Did the other shake her head?
‘What are you trying to tell me?’ says Lola.
Was that a cloud passing over the moon? Lola imitates what she seems to be seeing and finds herself standing with both hands over her heart. ‘Your heart was broken,’ she says. ‘My heart was broken too. I took up the sarod.’
No answer. Nobody there. Lola standing with both hands over her heart.
‘What was that?’ says Noah.
‘What was what?’ says Lola.
‘Were you talking to somebody?’ says Noah.
‘Did you see anybody?’ says Lola.
‘No,’ says Noah.
‘Just talking to myself,’ says Lola. The E-type is packed. She’s given away whatever wouldn’t fit in the boot. Po
laris in its case is tucked in snugly behind the seats and the Jaguar takes the road for the night journey to London.
71
Destiny’s Dentist
November 2001. Lola likes driving at night. She’s comfortable with the homeward road coming towards her under the headlights and vanishing beneath her wheels. It’s a Monday night, and at 11:40 there’s not much traffic into London. After a while she notices headlights in her rearview mirror that keep their distance and never try to pass. ‘I know who that is,’ she says. The presence of those lights is tiring, and at Heston Services she pulls in for a coffee. The other headlights pull in behind her.

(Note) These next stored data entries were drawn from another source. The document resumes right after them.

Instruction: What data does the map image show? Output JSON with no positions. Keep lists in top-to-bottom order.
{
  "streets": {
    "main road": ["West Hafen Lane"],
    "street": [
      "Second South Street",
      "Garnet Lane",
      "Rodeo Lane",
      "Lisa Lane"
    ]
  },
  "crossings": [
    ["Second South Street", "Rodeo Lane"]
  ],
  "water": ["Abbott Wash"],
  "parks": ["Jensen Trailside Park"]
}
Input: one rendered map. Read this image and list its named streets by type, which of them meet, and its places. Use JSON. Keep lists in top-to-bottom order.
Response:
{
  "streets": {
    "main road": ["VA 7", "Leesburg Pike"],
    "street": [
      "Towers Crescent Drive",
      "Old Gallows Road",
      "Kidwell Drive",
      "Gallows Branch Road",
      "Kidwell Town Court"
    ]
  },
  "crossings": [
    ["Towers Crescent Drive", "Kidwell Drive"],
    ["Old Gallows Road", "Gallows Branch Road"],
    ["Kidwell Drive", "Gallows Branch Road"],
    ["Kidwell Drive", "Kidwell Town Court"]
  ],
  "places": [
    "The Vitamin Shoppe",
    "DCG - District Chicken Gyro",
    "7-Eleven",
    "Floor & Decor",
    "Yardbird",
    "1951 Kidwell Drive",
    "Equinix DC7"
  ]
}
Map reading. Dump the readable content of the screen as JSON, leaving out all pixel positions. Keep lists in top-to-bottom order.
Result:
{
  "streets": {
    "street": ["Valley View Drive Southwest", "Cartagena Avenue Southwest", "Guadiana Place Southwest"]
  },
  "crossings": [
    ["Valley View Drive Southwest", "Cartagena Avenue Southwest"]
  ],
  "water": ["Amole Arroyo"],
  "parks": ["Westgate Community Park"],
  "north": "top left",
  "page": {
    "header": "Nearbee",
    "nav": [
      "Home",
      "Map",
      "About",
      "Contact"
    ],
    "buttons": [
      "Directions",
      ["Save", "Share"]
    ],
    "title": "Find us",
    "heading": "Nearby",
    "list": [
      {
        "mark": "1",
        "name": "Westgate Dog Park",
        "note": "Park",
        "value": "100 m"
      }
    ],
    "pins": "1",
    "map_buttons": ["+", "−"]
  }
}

Lola carries the sleeping Noah into the cafeteria with her and gets her coffee. When she sits down at a table she sees Geoffrey, the retro man, waiting for her. ‘Don’t say anything,’ he says. ‘I know that you’re a deeply troubled person and I know that I’ve been sent to watch over you. I’ll follow you into London just to see you safely home and I’ll always be around if you need me. I think I know what Lola wants, and whatever Lola wants, Lola gets.’
Lola shakes her head, says nothing. She drinks her coffee and goes back to the E-type.
72
Philip Nolan Lesser
November 2001. The years since Lola left have been like no other time in Max’s life. He keeps trying to understand what’s happened, trying to get his head around his life. On the walls of his workroom are pinned up photographs of Lola in London and on Mai Dun, words of hers that he’s written down, maps of London and Dorset, thoughts about her that he’s scribbled on bits of paper. It’s like what detectives do in the movies when they’re trying to get a fix on a murderer. After a time Max thinks no, that isn’t it. It’s what Philip Nolan did in The Man without a Country, by Edward Everett Hale. This story was written in 1863 to inspire patriotism in the Union during the Civil War. It was fiction, but so credible that many readers thought it to be fact.